ASSIGNMENT:
Every line containing "building" should be copied out. Go through the entries and find them.
*-*-*
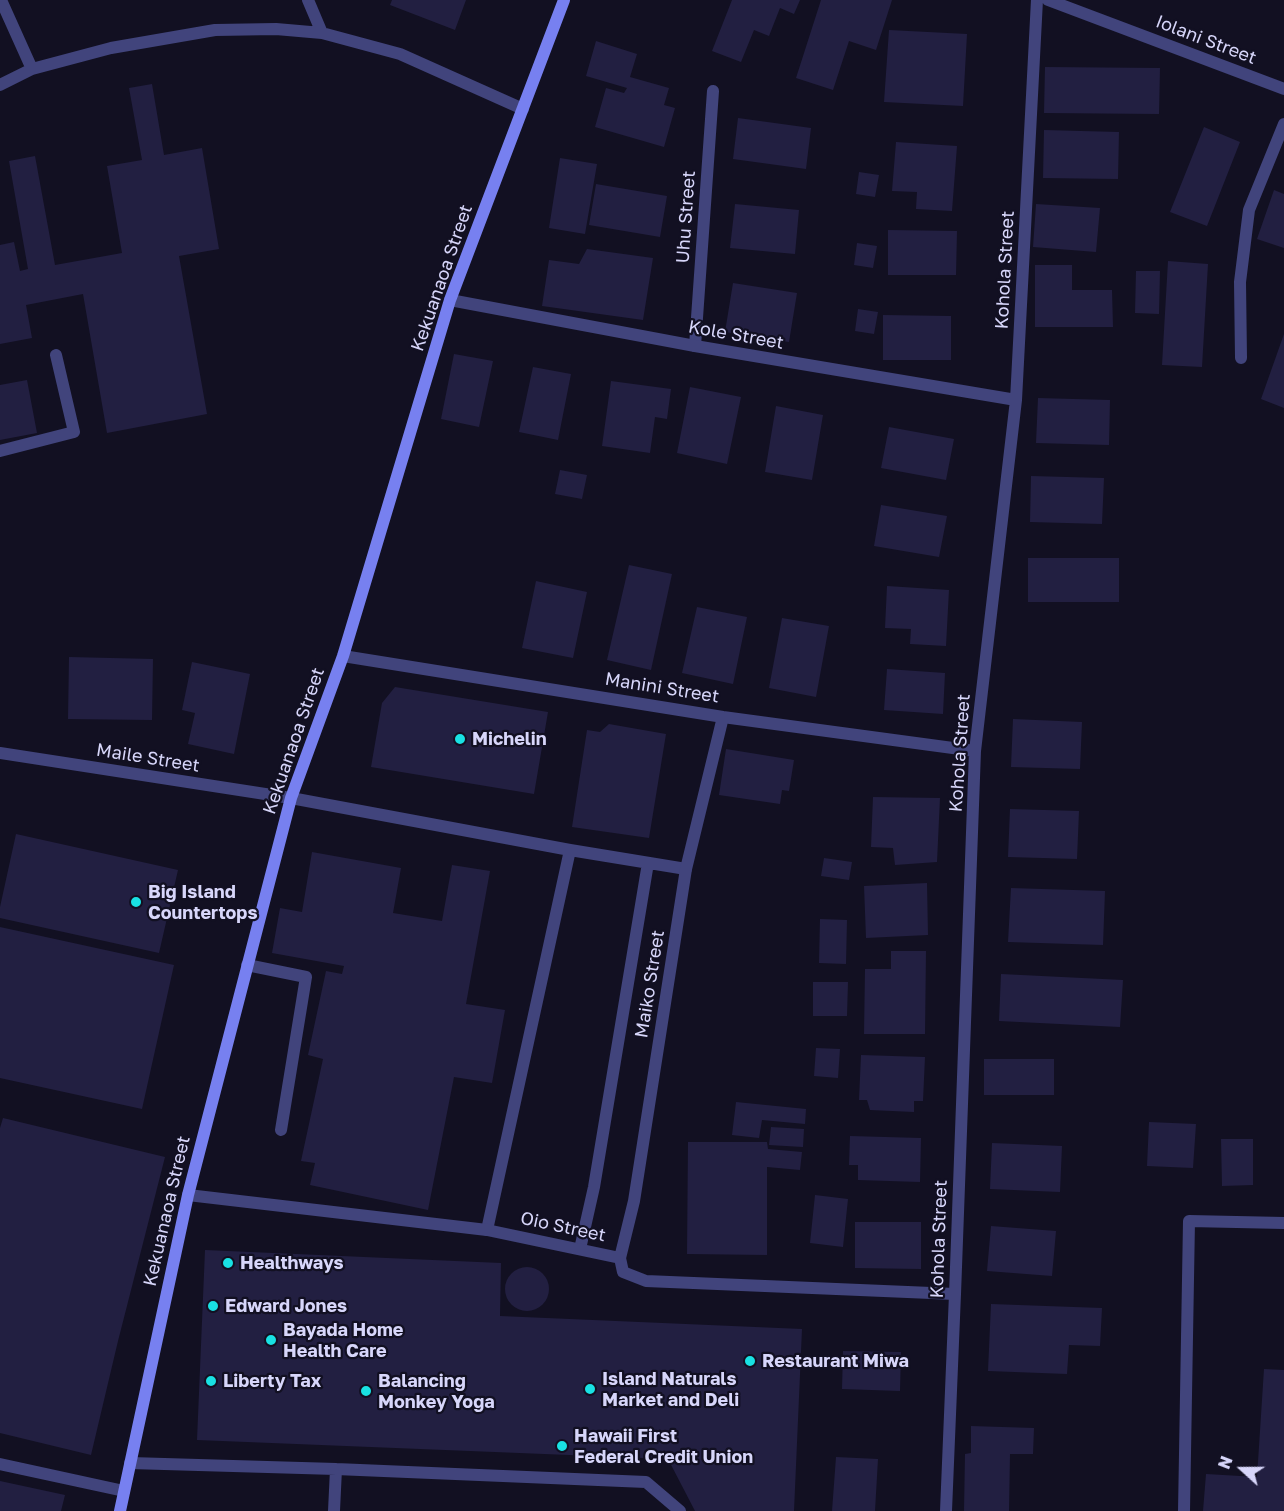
<!DOCTYPE html>
<style>
body{margin:0}
#map{position:relative;width:1284px;height:1511px;overflow:hidden;background:#121022;font-family:"Golos Text",sans-serif}
canvas{display:block}
.north{position:absolute;left:1212px;top:1439px;width:60px;height:60px;-webkit-text-stroke:4px #121022;paint-order:stroke;rotate:291deg;font-size:16px;font-weight:700;line-height:24px;text-align:center;color:#d7d6fa}
.north::after{content:'';display:block;margin:auto;width:21px;height:27px;background:#d7d6fa;clip-path:polygon(50% 0,100% 100%,50% 72%,0 100%)}
</style>
<div id="map">
<canvas width="1284" height="1511"></canvas>
<div class="north">N</div>
</div>
<script>
const context = document.querySelector('canvas').getContext('2d');
context.lineJoin = 'round';
function fill(path, color) {
  context.fillStyle = color;
  context.fill(path, 'evenodd');
}
function shape(rows) {
  const path = new Path2D();
  for (const r of rows) {
    if (r.length === 3) {
      path.moveTo(r[0] + r[2], r[1]);
      path.arc(r[0], r[1], r[2], 0, 2 * Math.PI);
      continue;
    }
    path.moveTo(r[0], r[1]);
    for (let i = 2; i < r.length; i += 2) path.lineTo(r[i], r[i + 1]);
  }
  return path;
}
function trace(path, color, width, dash) {
  context.strokeStyle = color;
  context.lineWidth = width;
  context.lineCap = dash ? 'butt' : 'round';
  context.setLineDash(dash || []);
  context.stroke(path);
}
function drawText(font, color, halo, rows, align = 'center') {
  context.font = font + ' "Golos Text",sans-serif';
  context.lineWidth = 4.5;
  context.setLineDash([]);
  context.textBaseline = 'middle';
  context.strokeStyle = halo;
  context.fillStyle = color;
  for (const [text, x, y, turn = 0] of rows) {
    context.save();
    context.translate(x, y);
    context.rotate((+turn || 0) * Math.PI / 180);
    context.textAlign = isNaN(turn) ? turn : align;
    if (halo) context.strokeText(text, 0, 0);
    context.fillText(text, 0, 0);
    context.restore();
  }
}
const building = shape([
 [392,0,466,0,455,30,390,5],
 [732,0,800,0,794,14,780,8,769,36,754,30,741,62,712,51],
 [821,0,892,0,876,50,849,41,833,90,796,78],
 [889,30,967,34,963,106,884,102],
 [596,41,637,54,630,77,669,88,664,105,675,108,664,147,595,127,606,88,624,93,627,88,586,76],
 [1045,67,1160,68,1159,114,1044,113],
 [152,84,164,155,202,148,219,249,179,256,207,414,107,433,83,294,26,305,32,338,0,344,0,245,14,242,20,271,28,269,9,161,35,156,55,265,122,253,107,166,142,160,129,88],
 [738,118,811,128,806,169,733,159],
 [1204,127,1240,142,1207,226,1170,212],
 [1044,130,1119,132,1118,179,1043,178],
 [896,142,957,146,952,211,916,209,917,192,892,191],
 [560,158,597,164,585,234,549,228],
 [859,172,879,175,875,197,856,194],
 [596,184,667,196,660,237,589,225],
 [1274,190,1284,194,1284,248,1257,239],
 [735,204,799,210,795,254,730,248],
 [1036,204,1100,208,1096,252,1033,247],
 [888,230,957,231,956,275,888,275],
 [857,243,877,246,873,268,854,265],
 [587,249,653,258,643,320,542,306,549,260,579,264],
 [1168,261,1208,264,1202,367,1162,365],
 [1035,265,1072,265,1072,290,1112,290,1113,327,1035,327],
 [1136,271,1160,271,1159,314,1135,313],
 [733,283,797,293,789,342,725,332],
 [858,309,878,312,874,334,855,331],
 [883,315,951,316,951,360,883,360],
 [1284,334,1284,408,1261,399],
 [454,354,493,361,479,427,441,419],
 [533,367,571,374,558,440,519,432],
 [27,380,37,433,0,440,0,385],
 [611,381,671,389,667,419,655,417,650,453,602,446],
 [690,387,741,397,727,464,677,453],
 [1038,398,1110,400,1109,445,1036,443],
 [776,406,823,415,812,480,765,472],
 [889,427,954,439,946,480,881,468],
 [560,470,587,475,582,499,555,494],
 [1031,476,1104,478,1102,524,1030,522],
 [881,505,947,516,939,557,874,546],
 [1028,558,1119,558,1119,602,1028,602],
 [629,565,672,574,651,670,607,660],
 [536,581,587,592,573,658,522,648],
 [887,586,949,590,946,646,910,644,911,629,885,628],
 [697,607,747,617,733,684,682,673],
 [782,618,829,626,816,697,769,688],
 [69,657,153,659,152,720,68,719],
 [192,662,250,674,234,754,188,744,195,713,182,710],
 [887,669,945,673,943,714,884,710],
 [395,687,548,712,534,794,371,767,382,703],
 [1013,719,1082,722,1080,769,1011,767],
 [609,724,666,734,649,838,572,827,587,730,600,732],
 [726,749,794,760,789,791,782,790,780,804,719,795],
 [873,797,940,798,937,862,895,865,893,848,871,847],
 [1010,809,1079,811,1077,859,1008,857],
 [16,834,178,870,159,953,0,918,0,907],
 [312,852,401,868,393,913,442,921,452,865,490,871,466,1004,505,1010,492,1083,454,1077,428,1210,310,1185,315,1163,301,1161,323,1059,308,1055,326,971,342,974,344,966,272,953,280,908,302,912],
 [824,858,852,862,849,880,821,876],
 [927,883,928,935,866,938,864,886],
 [1011,888,1105,891,1103,945,1008,942],
 [820,919,847,920,846,964,819,963],
 [0,927,174,965,142,1109,0,1078],
 [891,951,926,951,925,1034,864,1034,865,969,891,969],
 [1001,974,1123,980,1120,1027,999,1021],
 [813,982,848,982,847,1016,813,1016],
 [816,1048,840,1049,838,1078,814,1076],
 [861,1055,925,1057,923,1101,914,1101,914,1112,870,1110,867,1100,859,1100],
 [984,1059,1054,1059,1054,1095,984,1095],
 [736,1102,806,1109,805,1124,762,1120,759,1138,732,1135],
 [3,1118,165,1157,118,1341,91,1455,0,1433,0,1128],
 [1149,1122,1196,1124,1193,1168,1147,1166],
 [771,1127,804,1129,803,1147,769,1145],
 [850,1136,921,1138,920,1182,858,1180,858,1165,849,1165],
 [1221,1139,1253,1139,1253,1185,1222,1186],
 [688,1142,767,1142,768,1149,802,1152,800,1170,767,1167,767,1255,687,1254],
 [992,1143,1062,1146,1060,1192,990,1189],
 [815,1195,848,1199,843,1247,810,1243],
 [855,1222,921,1222,921,1269,855,1268],
 [991,1226,1056,1231,1052,1276,987,1271],
 [205,1250,501,1263,500,1316,802,1329,794,1511,695,1511,668,1459,197,1440],
 [527,1289,22],
 [991,1304,1102,1308,1100,1346,1069,1345,1067,1374,988,1371],
 [843,1351,901,1352,900,1391,842,1389],
 [1264,1369,1284,1370,1284,1511,1203,1511,1206,1474,1257,1477],
 [971,1426,1034,1428,1033,1454,1010,1454,1009,1511,964,1511,965,1454,971,1453],
 [836,1457,878,1459,875,1511,832,1511],
 [0,1481,65,1495,61,1511,0,1511]
]);
const lane = shape([
 [1,0,32,69],
 [308,0,322,33],
 [0,85,32,69,111,48,215,30,276,29,322,33,400,54,523,109],
 [695,346,713,91],
 [1241,358,1240,282,1249,210,1284,124],
 [0,451,74,432,56,355],
 [0,753,291,798,570,850,686,869],
 [247,965,306,977,281,1130],
 [487,1230,570,850],
 [580,1249,594,1187,648,863],
 [130,1463,336,1469,646,1482,680,1511],
 [0,1464,124,1491],
 [334,1511,336,1469],
 [1184,1511,1189,1221,1284,1223]
]);
const street = shape([
 [1048,0,1284,89],
 [450,300,695,346,1016,400],
 [343,656,723,717,975,751],
 [188,1195,487,1230,620,1258,623,1272,646,1281,955,1294],
 [620,1258,634,1201,686,869,723,717],
 [946,1511,955,1294,975,751,1016,400,1037,0]
]);
const secondary = shape([
 [120,1511,188,1195,291,798,343,656,450,300,564,0]
]);
const markers = [
 [460,739,6,"#19e1e3"],
 [136,902,6,"#19e1e3"],
 [228,1263,6,"#19e1e3"],
 [213,1306,6,"#19e1e3"],
 [271,1340,6,"#19e1e3"],
 [750,1361,6,"#19e1e3"],
 [211,1381,6,"#19e1e3"],
 [590,1389,6,"#19e1e3"],
 [366,1391,6,"#19e1e3"],
 [562,1446,6,"#19e1e3"]
];
const streetNames = [
 ["Iolani Street",1206,40,21],
 ["Uhu Street",686,217,-86],
 ["Kohola Street",1005,270,-87],
 ["Kekuanaoa Street",442,278,-71],
 ["Kole Street",736,335,10],
 ["Manini Street",662,688,9],
 ["Kekuanaoa Street",294,741,-71],
 ["Kohola Street",960,753,-86],
 ["Maile Street",148,758,9],
 ["Maiko Street",650,984,-81],
 ["Kekuanaoa Street",167,1211,-77],
 ["Oio Street",563,1227,12],
 ["Kohola Street",939,1239,-88]
];
const poiNames = [
 ["Michelin",472,739],
 ["Big Island",148,892],
 ["Countertops",148,913],
 ["Healthways",240,1263],
 ["Edward Jones",225,1306],
 ["Bayada Home",283,1330],
 ["Health Care",283,1351],
 ["Restaurant Miwa",762,1361],
 ["Island Naturals",602,1379],
 ["Market and Deli",602,1400],
 ["Liberty Tax",223,1381],
 ["Balancing",378,1381],
 ["Monkey Yoga",378,1402],
 ["Hawaii First",574,1436],
 ["Federal Credit Union",574,1457]
];
fill(building, '#221f41');
trace(lane, '#41447c', 12);
trace(street, '#41447c', 12);
trace(secondary, '#7780f0', 12);
for (const [x, y, r, color] of markers) {
  const dot = new Path2D();
  dot.arc(x, y, r, 0, 2 * Math.PI);
  context.fillStyle = color;
  context.fill(dot);
  trace(dot, '#121022', 2);
}
drawText('18px', '#d7d6fa', '#121022', streetNames);
drawText('bold 18px', '#d7d6fa', '#121022', poiNames, 'left');
</script>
*-*-*
RESULT:
const building = shape([
fill(building, '#221f41');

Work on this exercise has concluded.